Há um comentário ao meu post de ontem, feito por um Suevo da Legião Invicta, que me inspira a ir um pouco mais longe do que ontem.
Em qualquer sociedade humana, a qualidade do discurso público é marcada pela qualidade dos intervenientes. Ora, por razões que não importa aqui apurar, em Portugal verifica-se que os membros do que poderíamos identificar como a elite objectiva, isto é o topo da pirâmide social nacional, consistentemente se apresenta publicamente como do "melhor que por aí anda", "perfeitamente ao nível do que há de melhor por essa Europa fora". Consequentemente, elogiam-se uns aos outros, e aos respectivos corpos corporativos em geral: "temos uma engenharia ao nível do melhor do Mundo", uma arquitectura que "dá cartas no plano internacional".
Talvez até seja verdade, não me cuida aqui discuti-lo, ainda que tenha as mais sérias dúvidas - como dizia a minha Avó, "a excepção só confirma a regra".
Porém, a verdade é que toda essa qualidade não se repercute no discurso público português. Este, ou é fechado, processa-se entre especialistas e não transparece para fora, ou é fraquíssimo.
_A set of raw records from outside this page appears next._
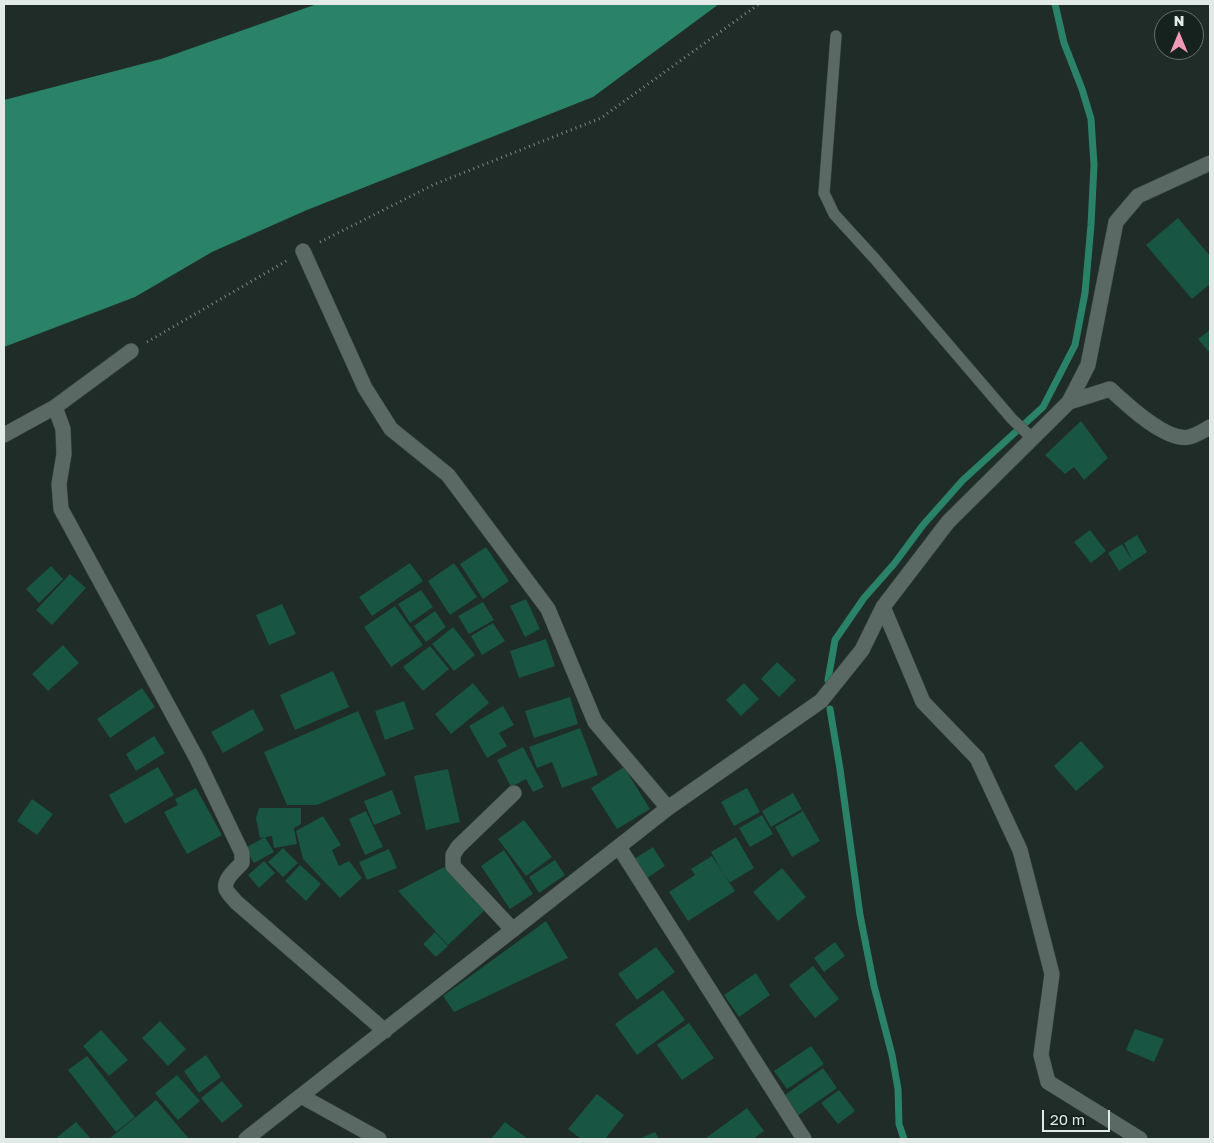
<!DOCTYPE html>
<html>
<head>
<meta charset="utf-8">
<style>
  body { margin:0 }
  #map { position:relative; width:1214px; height:1143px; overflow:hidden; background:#1f2c27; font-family:"Golos Text",sans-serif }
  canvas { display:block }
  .frame { position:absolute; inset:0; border:5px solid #e2eae7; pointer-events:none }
  .north { position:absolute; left:1154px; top:10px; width:50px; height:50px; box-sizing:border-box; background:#15221d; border:1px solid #67726e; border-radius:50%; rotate:0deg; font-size:14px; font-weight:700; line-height:20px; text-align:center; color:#e2eae7 }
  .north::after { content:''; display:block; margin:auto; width:18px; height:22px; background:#f09ab7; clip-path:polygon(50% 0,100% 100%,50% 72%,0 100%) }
  .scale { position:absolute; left:1042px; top:1110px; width:68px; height:22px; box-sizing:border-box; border:2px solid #e2eae7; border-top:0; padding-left:6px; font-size:15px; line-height:18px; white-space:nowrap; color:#e2eae7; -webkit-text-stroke:4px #15221d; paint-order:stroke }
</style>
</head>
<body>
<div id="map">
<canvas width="1214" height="1143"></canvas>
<div class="frame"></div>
<div class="north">N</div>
<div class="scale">20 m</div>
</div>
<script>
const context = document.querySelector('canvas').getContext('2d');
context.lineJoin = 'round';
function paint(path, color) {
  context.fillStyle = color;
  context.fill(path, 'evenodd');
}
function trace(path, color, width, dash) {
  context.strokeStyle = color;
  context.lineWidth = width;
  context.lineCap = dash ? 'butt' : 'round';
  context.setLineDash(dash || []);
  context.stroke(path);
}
const water = new Path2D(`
  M317,4H719L593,97L307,210L212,252L135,297L4,347V100L161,59Z`);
const stream = new Path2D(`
  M828,680L835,640L864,598L894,564L923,525L963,480L1043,407L1075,345L1085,293L1091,225L1094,165L1091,119L1082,89L1064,43L1055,4
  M830,709L840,769L860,915L874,986L892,1055L898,1089L899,1124L904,1139`);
const building = new Path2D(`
  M1178,218L1210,256V284L1192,299L1146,245Z
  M1210,330V353L1198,339Z
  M1081,421L1108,458L1084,480L1074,467L1065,474L1045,455Z
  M1090,530L1106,551L1091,563L1074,542Z
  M1137,535L1147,552L1119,571L1108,553L1122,544L1132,560L1124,543Z
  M486,547L509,581L483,599L460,564Z
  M410,563L423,581L372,616L359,597Z
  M454,563L477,597L450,615L428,581Z
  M51,566L63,579L39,603L26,589Z
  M70,574L86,588L52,625L36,610Z
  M421,590L433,607L410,623L398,604Z
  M526,599L540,629L525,637L510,606Z
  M483,602L494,620L469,634L458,616Z
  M282,604L296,634L269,645L256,615Z
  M395,606L423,645L391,667L364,627Z
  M435,611L446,627L426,642L414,626Z
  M493,623L505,641L482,655L471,636Z
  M453,627L475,655L454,671L432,644Z
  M546,639L555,666L519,678L510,651Z
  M63,645L79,663L48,691L32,674Z
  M430,646L449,669L423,691L403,667Z
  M777,662L796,680L779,697L761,679Z
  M333,671L349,707L295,730L280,695Z
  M473,683L489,703L451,734L435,714Z
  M744,683L759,699L741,716L726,700Z
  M142,688L155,707L110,738L97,719Z
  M570,697L578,724L534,738L525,711Z
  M404,701L414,729L385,740L375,711Z
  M503,706L514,725L499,733L507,746L487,758L469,726Z
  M253,709L264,730L223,753L211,732Z
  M358,711L386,775L317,805H287L264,752Z
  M580,728L598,775L562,788L552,762L537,768L529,747Z
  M154,736L165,753L136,771L126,754Z
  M1081,741L1104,767L1076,791L1054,766Z
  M523,747L544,787L533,792L526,779L511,787L497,760Z
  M158,767L174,795L125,824L109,795Z
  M624,767L650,809L617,829L591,788Z
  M448,769L460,822L426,830L414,776Z
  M196,788L222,835L187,854L164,812L178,805L175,799Z
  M747,788L760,812L734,826L721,802Z
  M392,790L401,814L374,825L364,801Z
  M793,793L802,809L771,827L762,811Z
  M32,799L53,814L37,835L17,821Z
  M259,808H301V824L294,828L297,844L274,848L272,836L260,838L256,818Z
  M366,811L383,847L365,855L349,819Z
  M803,811L820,841L792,857L775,827Z
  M762,815L773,834L750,847L739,828Z
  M323,816L341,845L332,850L339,866L349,861L362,878L340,898L303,859L296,831Z
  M524,820L552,857L526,876L498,839Z
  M265,837L274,852L254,863L245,848Z
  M736,837L754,868L729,883L711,852Z
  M653,847L665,866L647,878L634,859Z
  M283,848L298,863L283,877L268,862Z
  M389,849L397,868L367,880L359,862Z
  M504,850L533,894L510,909L481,866Z
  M712,856L735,891L688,921L669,892L695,875L691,869Z
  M555,860L565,875L539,893L529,877Z
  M264,861L275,873L259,888L248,875Z
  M300,865L321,884L306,901L285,881Z
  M444,867L485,910L448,945L398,891Z
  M782,868L806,897L778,921L753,892Z
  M546,921L568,958L454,1012L443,996Z
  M435,932L448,946L436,957L423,944Z
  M835,942L845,956L824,972L814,958Z
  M656,947L675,972L637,1000L618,974Z
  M813,966L839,999L815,1018L789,985Z
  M756,973L770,995L739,1017L724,995Z
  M663,990L685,1020L637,1055L615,1024Z
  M160,1021L186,1049L168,1066L142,1038Z
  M689,1023L714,1058L682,1080L657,1045Z
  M1135,1029L1164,1039L1154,1062L1126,1050Z
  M101,1030L128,1060L109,1076L83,1046Z
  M811,1046L824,1064L787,1089L774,1071Z
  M206,1055L221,1077L199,1093L184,1071Z
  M87,1056L135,1117L116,1132L68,1070Z
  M823,1068L837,1088L796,1117L782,1097Z
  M177,1075L200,1101L178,1120L155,1093Z
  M222,1081L243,1106L222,1123L201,1098Z
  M839,1090L855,1111L838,1124L821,1103Z
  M597,1094L624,1115L605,1139H581L568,1129Z
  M156,1100L189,1139H109L136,1117Z
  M747,1108L764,1131L753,1139H707L706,1138Z
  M76,1122L91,1139H55Z
  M505,1122L528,1139H491Z
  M655,1132L659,1139H639Z`);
const path = new Path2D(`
  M320,242L435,184L601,118L759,4
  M147,342L288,260`);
const lane = new Path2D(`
  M836,36L824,193L834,214L875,259L1012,419L1032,438`);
const street = new Path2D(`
  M303,251L365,388L391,429L448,475L548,609L595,722L668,808
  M1069,402L1110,389C1126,404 1166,442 1189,437C1197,435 1203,431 1210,427
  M55,407L63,429L64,454L59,484L61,509L197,759L242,853V863C236,869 223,880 226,889C228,894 233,898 236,902L385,1031
  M4,435L55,407L131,351
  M883,607L923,702L977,758L1020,850L1052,974L1041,1055L1048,1082L1140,1139
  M619,847L804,1139
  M513,930L453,866V855L458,847L514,793
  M301,1096L379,1139
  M246,1139L668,808L821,701L862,650L883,607L948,522L1069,402L1088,365L1116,222L1138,196L1210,163`);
paint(water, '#2a8268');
trace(stream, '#2a8268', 7);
paint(building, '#185543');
trace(lane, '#3c4744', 12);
trace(street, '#3c4744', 16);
trace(path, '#7e8884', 3, [1, 4]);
trace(lane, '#5b6964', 11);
trace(street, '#5b6964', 15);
</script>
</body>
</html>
Ora, numa sociedade sadia, o papel das elites não é usufruirem benefícios. É desempenharem o papel de ponta de lança do discurso público, nomeadamente. É esse papel que deveria permitir aumentar a qualidade do discurso público, que estimularia o restante da sociedade a interessar-se pelas coisas e pelo conhecimento das suas causas.
Não se espere que daí resulte uma transformação da sociedade num somatório de especialistas. O que se espera é que daí resulte uma sociedade mais informada, com informação mais trabalhada, capaz de escolher mais conscientemente.
Num País em que apenas 35%, aproximadamente, das pessoas com menos de 35 anos completam o liceu, a importância das elites assume um relevo particular e mais preponderante do que noutros países em que o nível cultural médio seja mais alto.
Acrescente-se que as elites não falam só quando se pronunciam. Falam igualmente, e porventura até mais alto, quando se calam. Ora, o silêncio das nossas elites nas últimas décadas em Portugal tem sido ensurdecedor!!!
Como o demonstra a recente discussão à volta da Ota. É verdade que houve uns carolas que se disponibilizaram a subsidiar um estudo que a CIP em boa hora resolveu encomendar. Mas o facto é que foi a clara manifestação das elites, maioritariamente contra ou com dúvidas muito sérias, que permitiu que a opinião publicada se apercebesse e desse relevo a um facto político relevante: o Governo compreendeu que não se poderia eximir a um escrutínio apertado de uma decisão que até nem era da sua especial responsabilidade - visto que até era partilhada por governos de esquerda e de direita, ao longo de quase uma década.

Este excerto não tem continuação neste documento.